IBD and Eating Disorders: Control, Fear, and Survival

by Michelle Garber (California, U.S.A.)

An empty pink-orange plate with a knife and fork on a white background. The plate and utensils have some food remnants left on them, as though they were recently used.

Content Warning: this article discusses eating disorders and topics such as food restriction, binge eating, and body dysmorphia.

For as long as I can remember, food has never been just food. It has been comfort, control, fear, shame, and even the sole measure of my worth. I began struggling with disordered eating as a child, long before I knew anything about Inflammatory Bowel Disease (IBD) or ulcerative colitis—the chronic illness that would later reshape my relationship with my body all over again.

My earliest battle was with anorexia nervosa. I was only around twelve when I began restricting food, counting every calorie, and chasing the illusion of control that came with watching the number on the scale drop. Almost no one knew. The secrecy was part of the sickness—the quiet shame that thrived in silence. It felt safer that way. In a strange way, that shame felt familiar when I was later diagnosed with IBD. Both conditions carried a stigma. Anorexia was whispered about in terms of vanity and control, and conversations about IBD were avoided altogether because they involved the "uncomfortable" topics of bowels, bathrooms, and bodies.

By my senior year of high school, I had relapsed in terms of my anorexia. With prom and graduation approaching, I wanted to "feel confident" in my own skin, but my desire for control quickly turned into obsession again. I convinced myself that going vegan and gluten-free would "clear my acne" and "make me healthier." When it didn't, though, I continued anyway. I continued because I had found something else: the rush of watching the scale drop again.
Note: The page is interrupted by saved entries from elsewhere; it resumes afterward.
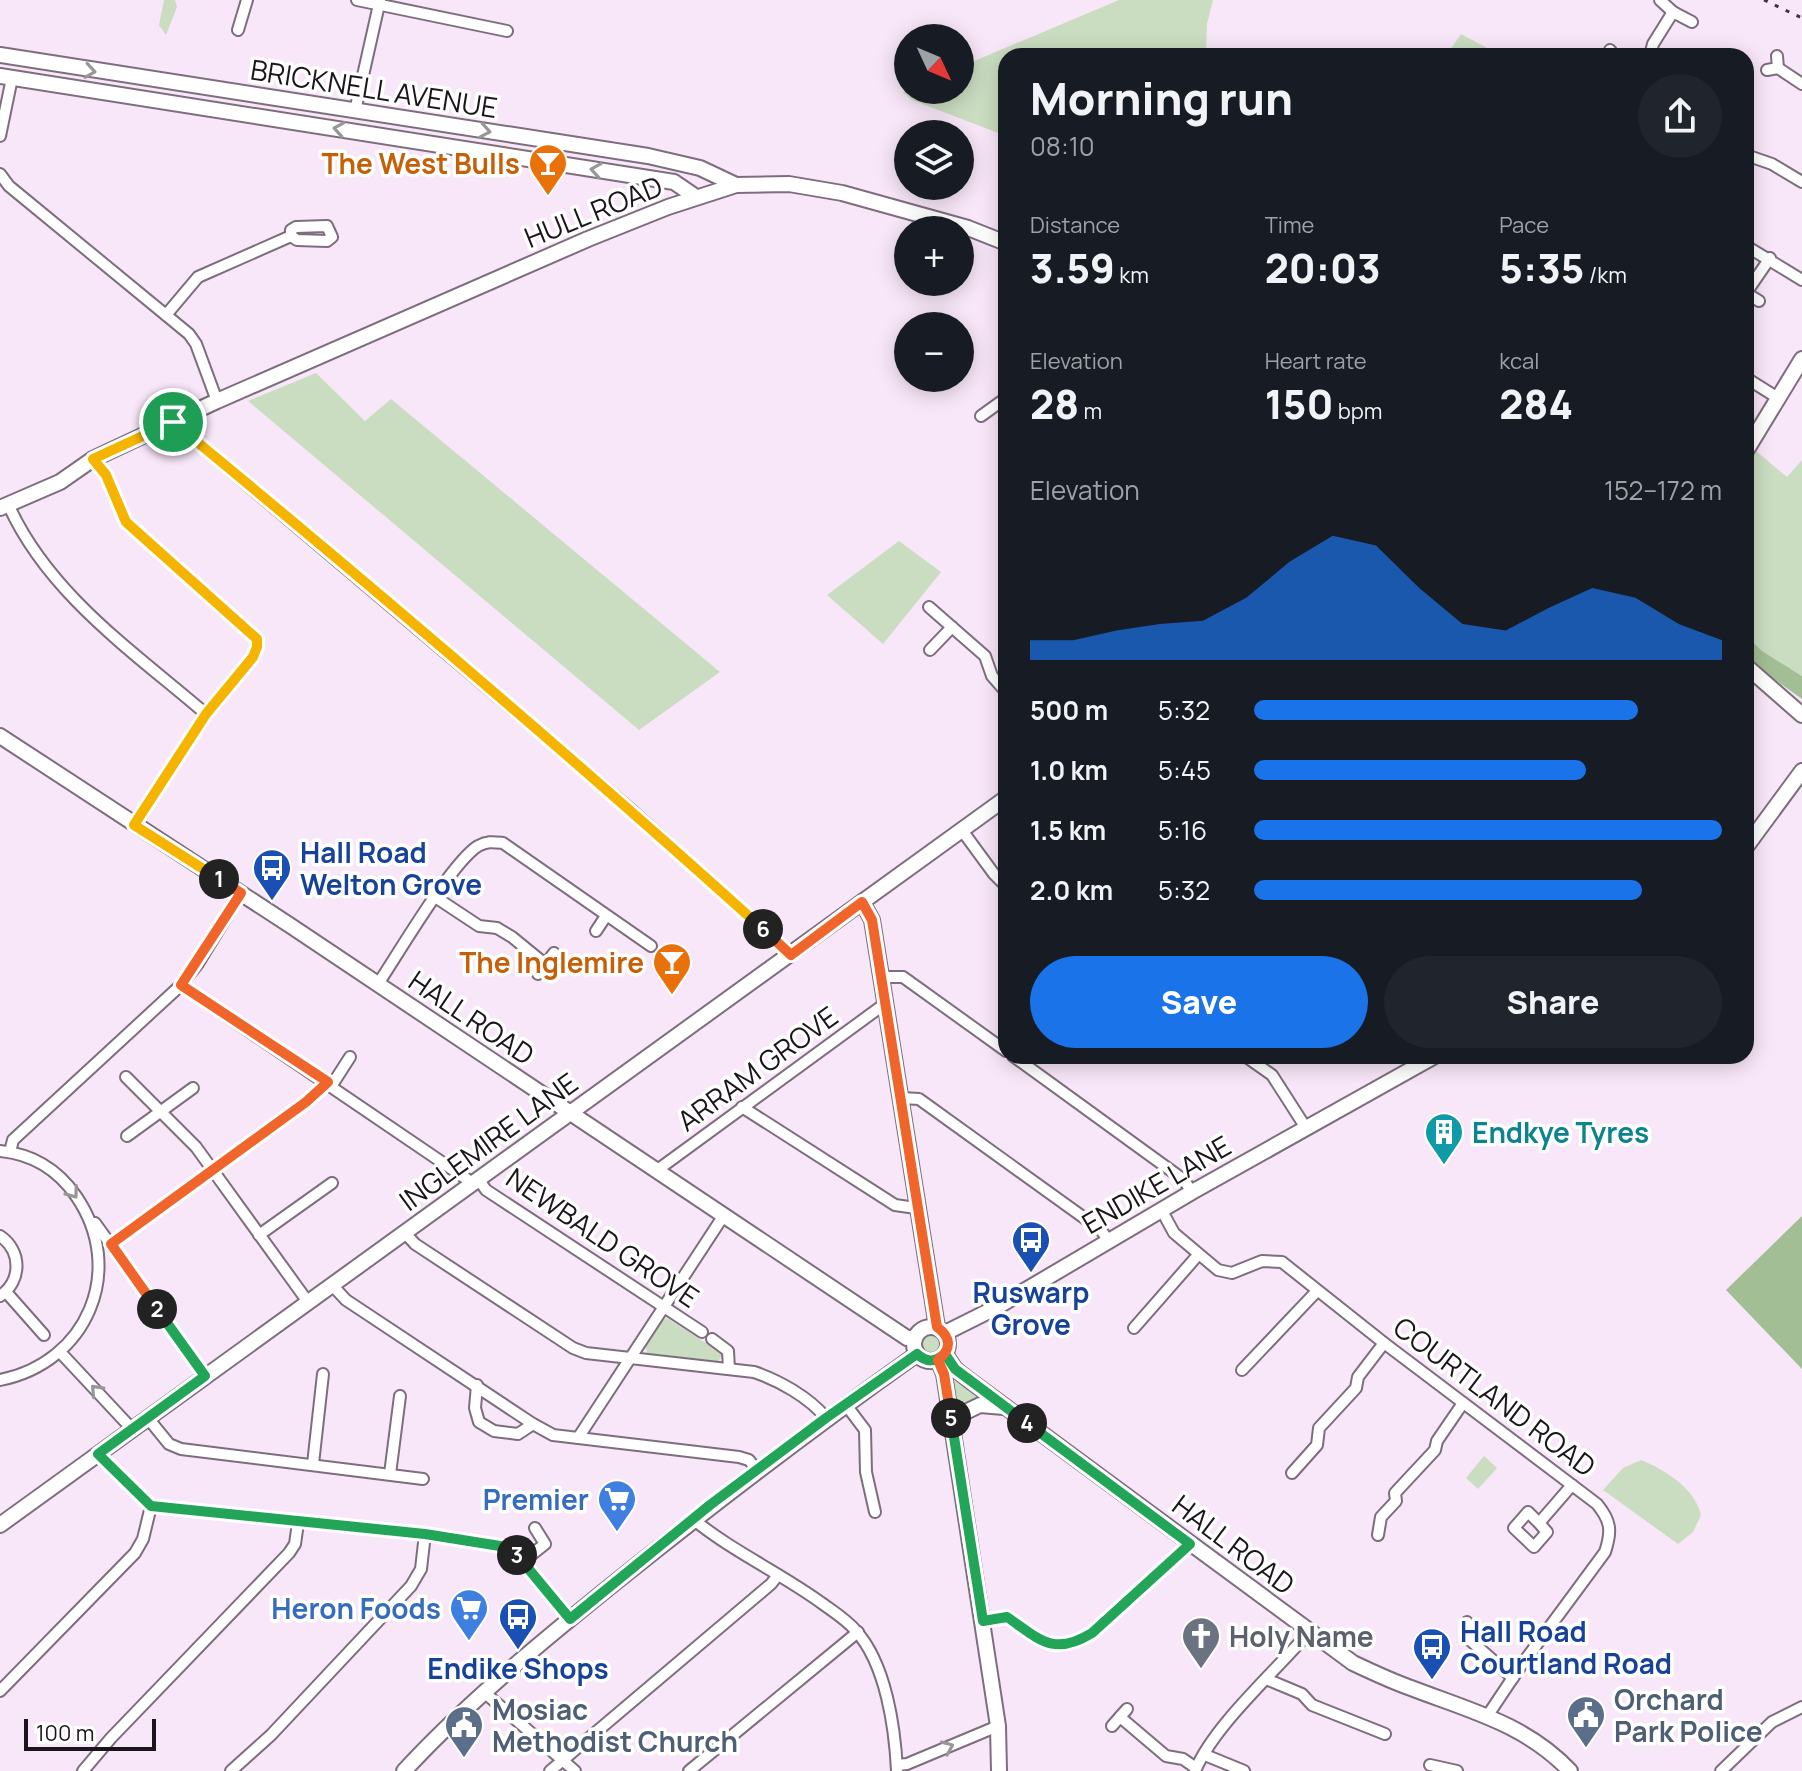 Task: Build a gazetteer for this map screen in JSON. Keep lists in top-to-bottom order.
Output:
{
  "streets": {
    "street": [
      "BRICKNELL AVENUE",
      "HULL ROAD",
      "HALL ROAD",
      "ARRAM GROVE",
      "INGLEMIRE LANE",
      "ENDIKE LANE",
      "NEWBALD GROVE",
      "COURTLAND ROAD"
    ]
  },
  "crossings": [
    ["BRICKNELL AVENUE", "HULL ROAD"],
    ["HALL ROAD", "ARRAM GROVE"],
    ["HALL ROAD", "INGLEMIRE LANE"],
    ["HALL ROAD", "ENDIKE LANE"],
    ["HALL ROAD", "COURTLAND ROAD"],
    ["INGLEMIRE LANE", "NEWBALD GROVE"],
    ["ENDIKE LANE", "COURTLAND ROAD"]
  ],
  "places": {
    "bar": ["The West Bulls", "The Inglemire"],
    "bus stop": [
      "Hall Road Welton Grove",
      "Ruswarp Grove",
      "Endike Shops",
      "Hall Road Courtland Road"
    ],
    "building": ["Endkye Tyres"],
    "supermarket": ["Premier", "Heron Foods"],
    "church": ["Holy Name"],
    "public building": ["Orchard Park Police", "Mosiac Methodist Church"]
  },
  "scale_bar": "100 m",
  "north": "bottom right",
  "page": {
    "map_buttons": ["+", "−"],
    "heading": ["Morning run", "08:10"],
    "stats": [
      ["Distance", "3.59 km"],
      ["Time", "20:03"],
      ["Pace", "5:35 /km"],
      ["Elevation", "28 m"],
      ["Heart rate", "150 bpm"],
      ["kcal", "284"]
    ],
    "chart": ["Elevation", "152–172 m"],
    "list": [
      {
        "name": "500 m",
        "note": "5:32"
      },
      {
        "name": "1.0 km",
        "note": "5:45"
      },
      {
        "name": "1.5 km",
        "note": "5:16"
      },
      {
        "name": "2.0 km",
        "note": "5:32"
      }
    ],
    "pins": [
      "1",
      "6",
      "2",
      "5",
      "4",
      "3"
    ],
    "buttons": ["Save", "Share"],
    "scale": "100 m"
  }
} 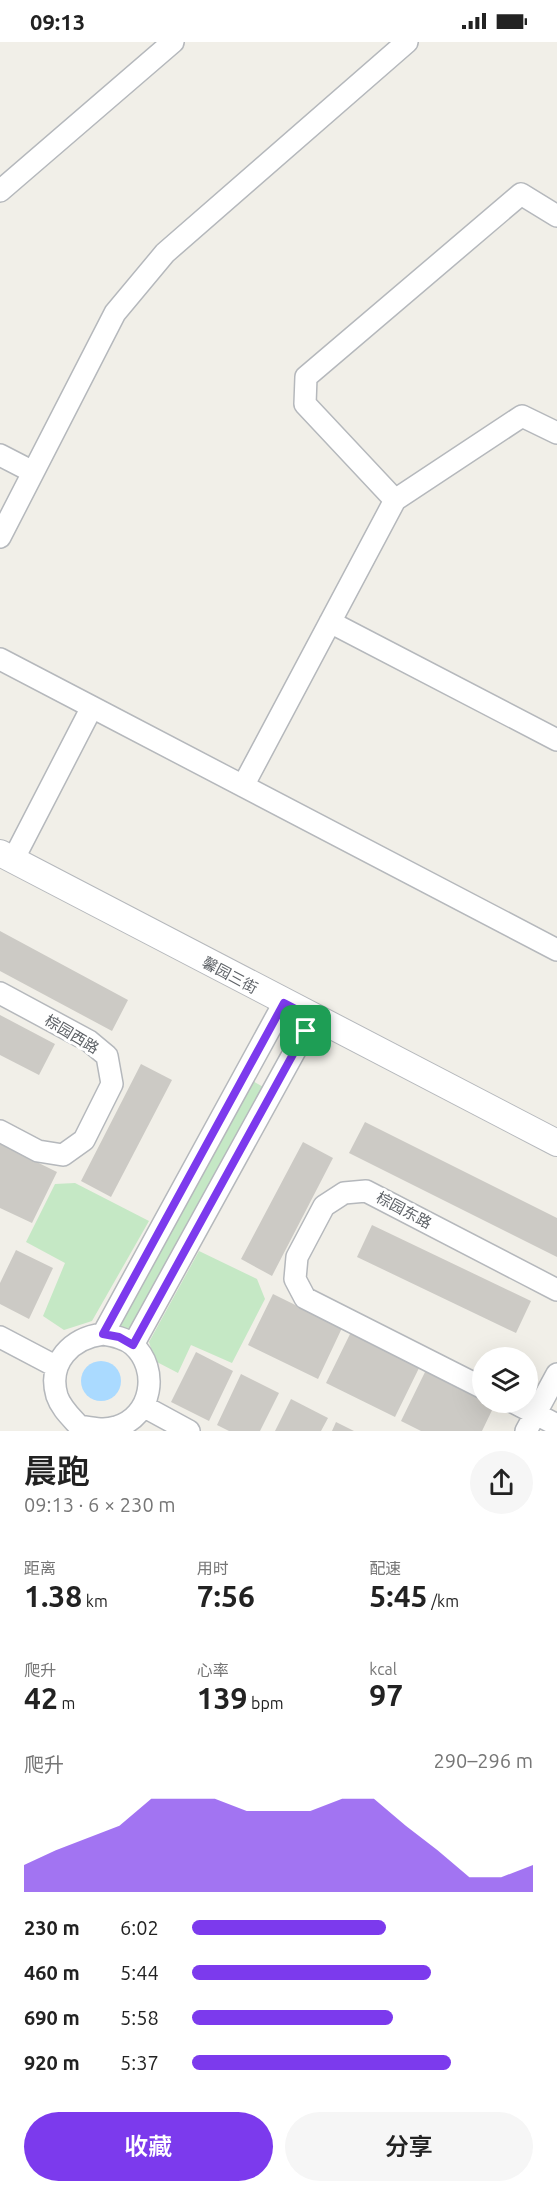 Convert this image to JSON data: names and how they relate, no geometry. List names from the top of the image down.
{
  "streets": {
    "street": ["馨园三街", "棕园西路", "棕园东路"]
  },
  "page": {
    "status": "09:13",
    "heading": ["晨跑", "09:13 · 6 × 230 m"],
    "stats": [
      ["距离", "1.38 km"],
      ["用时", "7:56"],
      ["配速", "5:45 /km"],
      ["爬升", "42 m"],
      ["心率", "139 bpm"],
      ["kcal", "97"]
    ],
    "chart": ["爬升", "290–296 m"],
    "list": [
      {
        "name": "230 m",
        "note": "6:02"
      },
      {
        "name": "460 m",
        "note": "5:44"
      },
      {
        "name": "690 m",
        "note": "5:58"
      },
      {
        "name": "920 m",
        "note": "5:37"
      }
    ],
    "buttons": ["收藏", "分享"]
  }
}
I told myself that it was about health, but deep down, it was about control, perfection, and fear.

When COVID hit, prom and graduation vanished, but my eating disorder didn't. Even though I eventually abandoned the vegan diet, my restriction continued. My hair began falling out in clumps. I was so weak that I needed to be pushed in a wheelchair on family walks and through grocery store aisles. Still, I clung to denial, blaming my fatigue and hair loss on my thyroid. I wasn't ready to admit that I was sick again—not from a medical condition, but from the same mental illness I thought I had conquered.

The human body can only endure starvation for so long before it rebels. Mine did—violently. The pendulum swung from restriction to bingeing. Binge eating disorder involves recurring episodes of eating large amounts of food rapidly, often to the point of physical discomfort, accompanied by feelings of loss of control and guilt afterward.

That was my reality. I gained weight rapidly and felt completely out of control. If anorexia gave me a false sense of control over my life, binge eating disorder stripped it away. I swung from one extreme to another, and both made me miserable. When the weight gain triggered the same familiar self-loathing, I spiraled right back into an anorexia relapse again—a vicious cycle of control and chaos that consumed years of my life.

Eventually, my body began to fail. My heart rate slowed to dangerously low levels. For the first time, I allowed myself to admit the truth: I did not want to die. Recovery, for me, began not with love for my body, but with the simple desire to stay alive.

I began eating again, slowly and carefully. On paper, it looked like recovery—my calories were adequate and my body was functioning. Mentally, though, I was still trapped. I measured every ounce of food, logged every calorie, and spent hours preparing meals to ensure perfect precision. I told myself that it was about maintaining my metabolism, but it was still about fear—the fear of losing control, the fear of gaining weight, and the fear of trusting my body.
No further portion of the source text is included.